Easy. Contact your Charter Oak Financial Advisor, and we can assist. Even though we don’t draft the legal documents, we can help you find the best estate planning attorney for you. We will assist you and gladly attend the meeting with your estate attorney; it can even be held in the Charter Oak offices. 

 

 

The Charter Oak Summer Reading List

While you may work with Charter Oak because you do NOT need to read any financial books or concern yourself with the financial markets, we always want to educate our valued clients. So if you are interested, here is a list of some of the most influential (and our favorite) financial books available. If you would like a copy of any of these, please get in touch with your Charter Oak financial advisor; we would be glad to send you one. Here we go, in no particular order:

 

The Psychology of Money by Morgan Housel

It is a favorite here at Charter Oak. Doing well with money isn't necessarily about what you know. It's about how you behave. And behavior is challenging to teach, even to brilliant people. The field of finance, including investment, personal finance, and business decisions, is typically presented as mathematical, where we are given precise instructions based on data and formulas. However, people in the real world don't use spreadsheets to make critical financial decisions. At the dinner table or in the conference room, people mix their backgrounds, perspectives, egos, pride, marketing strategies, and peculiar motivations to make these decisions. To help you better understand one of life's most important themes, award-winning author Morgan Housel presents 19 short stories in his book The Psychology of Money.

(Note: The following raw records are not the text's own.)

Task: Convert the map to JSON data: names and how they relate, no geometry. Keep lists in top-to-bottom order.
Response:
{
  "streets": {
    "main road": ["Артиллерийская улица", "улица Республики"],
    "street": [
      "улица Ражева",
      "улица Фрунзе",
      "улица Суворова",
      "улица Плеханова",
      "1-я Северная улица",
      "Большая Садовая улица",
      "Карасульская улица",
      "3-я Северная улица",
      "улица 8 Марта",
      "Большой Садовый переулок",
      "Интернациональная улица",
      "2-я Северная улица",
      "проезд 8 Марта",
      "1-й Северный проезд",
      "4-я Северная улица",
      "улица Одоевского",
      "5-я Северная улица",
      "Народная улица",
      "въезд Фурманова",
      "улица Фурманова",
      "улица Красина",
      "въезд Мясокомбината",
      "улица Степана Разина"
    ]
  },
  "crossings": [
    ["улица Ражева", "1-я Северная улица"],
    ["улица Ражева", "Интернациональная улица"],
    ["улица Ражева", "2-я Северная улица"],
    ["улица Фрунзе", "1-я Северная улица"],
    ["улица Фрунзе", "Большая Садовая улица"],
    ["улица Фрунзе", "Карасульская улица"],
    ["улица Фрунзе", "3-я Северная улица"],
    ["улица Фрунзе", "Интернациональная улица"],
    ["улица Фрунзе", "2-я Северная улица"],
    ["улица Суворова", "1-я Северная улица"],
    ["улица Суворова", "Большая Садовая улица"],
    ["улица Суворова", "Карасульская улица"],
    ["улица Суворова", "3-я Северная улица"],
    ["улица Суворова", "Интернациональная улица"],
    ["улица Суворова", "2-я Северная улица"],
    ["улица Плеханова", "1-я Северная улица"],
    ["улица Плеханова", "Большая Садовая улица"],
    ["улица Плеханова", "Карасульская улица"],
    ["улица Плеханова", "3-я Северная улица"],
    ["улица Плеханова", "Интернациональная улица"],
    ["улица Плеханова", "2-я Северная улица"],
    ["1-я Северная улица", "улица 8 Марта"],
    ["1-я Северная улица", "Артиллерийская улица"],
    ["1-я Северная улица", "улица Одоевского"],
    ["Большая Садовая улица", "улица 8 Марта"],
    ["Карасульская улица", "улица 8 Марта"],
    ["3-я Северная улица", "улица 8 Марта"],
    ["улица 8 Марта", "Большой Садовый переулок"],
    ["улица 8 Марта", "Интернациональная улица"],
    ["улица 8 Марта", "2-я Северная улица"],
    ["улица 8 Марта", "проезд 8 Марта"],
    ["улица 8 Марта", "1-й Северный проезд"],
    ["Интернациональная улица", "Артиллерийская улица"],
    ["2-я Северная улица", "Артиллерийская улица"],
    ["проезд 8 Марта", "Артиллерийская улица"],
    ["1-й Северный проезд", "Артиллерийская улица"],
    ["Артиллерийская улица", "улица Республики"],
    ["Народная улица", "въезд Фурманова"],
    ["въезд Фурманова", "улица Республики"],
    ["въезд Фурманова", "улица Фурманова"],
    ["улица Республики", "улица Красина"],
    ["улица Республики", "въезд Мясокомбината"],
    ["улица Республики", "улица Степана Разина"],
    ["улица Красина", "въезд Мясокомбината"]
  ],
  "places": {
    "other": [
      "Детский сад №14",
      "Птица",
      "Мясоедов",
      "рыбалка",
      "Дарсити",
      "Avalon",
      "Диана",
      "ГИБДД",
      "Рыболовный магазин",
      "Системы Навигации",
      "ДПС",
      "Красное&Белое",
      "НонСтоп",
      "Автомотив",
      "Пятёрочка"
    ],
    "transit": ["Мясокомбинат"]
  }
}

A Random Walk Down Wall Street by Burton Malkiel

Burton Malkiel evaluates the full range of investment opportunities, from stocks, bonds, and money markets to real estate investment trusts and insurance, home ownership, and tangible assets such as gold and collectibles. This edition includes new strategies for rearranging your portfolio for retirement, along with the book's classic life-cycle guide to investing, which matches the needs of investors in any age bracket. A Random Walk Down Wall Street long ago established itself as a must-read, the first book to purchase before starting a portfolio. So, whether you want to brief yourself on the ways of the market before talking to a broker or follow Malkiel's easy steps to managing your portfolio, this book remains the best investing guide money can buy.

 

The Little Book of Common Sense Investing by Jack Bogle

As your author spent over a decade working for the company Mr. Jack Bogle founded, Vanguard, this is a must-read. The Little Book of Common Sense Investing is the classic guide to getting savvy about the market. Legendary mutual fund pioneer John C. Bogle reveals his key to getting more out of investing: low-cost index funds. Bogle describes the simplest and most effective investment strategy for building wealth over the long term: buy and hold, at a meager cost, a mutual fund that tracks a broad stock market Index such as the S&P 500.

 

The Four Money Bears by Mac Gardner

For our youngest readers: The Four Money Bears teaches kids the four basic functions of money. Spender Bear, Saver Bear, Investor Bear, and Giver Bear can each do good and bad things with their money. When they work together, they learn to build a budget and teach each other how to manage their money better. The Four Money Bears and their friends share their stories and give kids fun financial tips. They come together in their forest home to teach everyone money management skills. These skills serve as building blocks for strong financial literacy and expose young children to healthy financial habits. Parents can also help kids create their budget for every month of the year at the end of the story!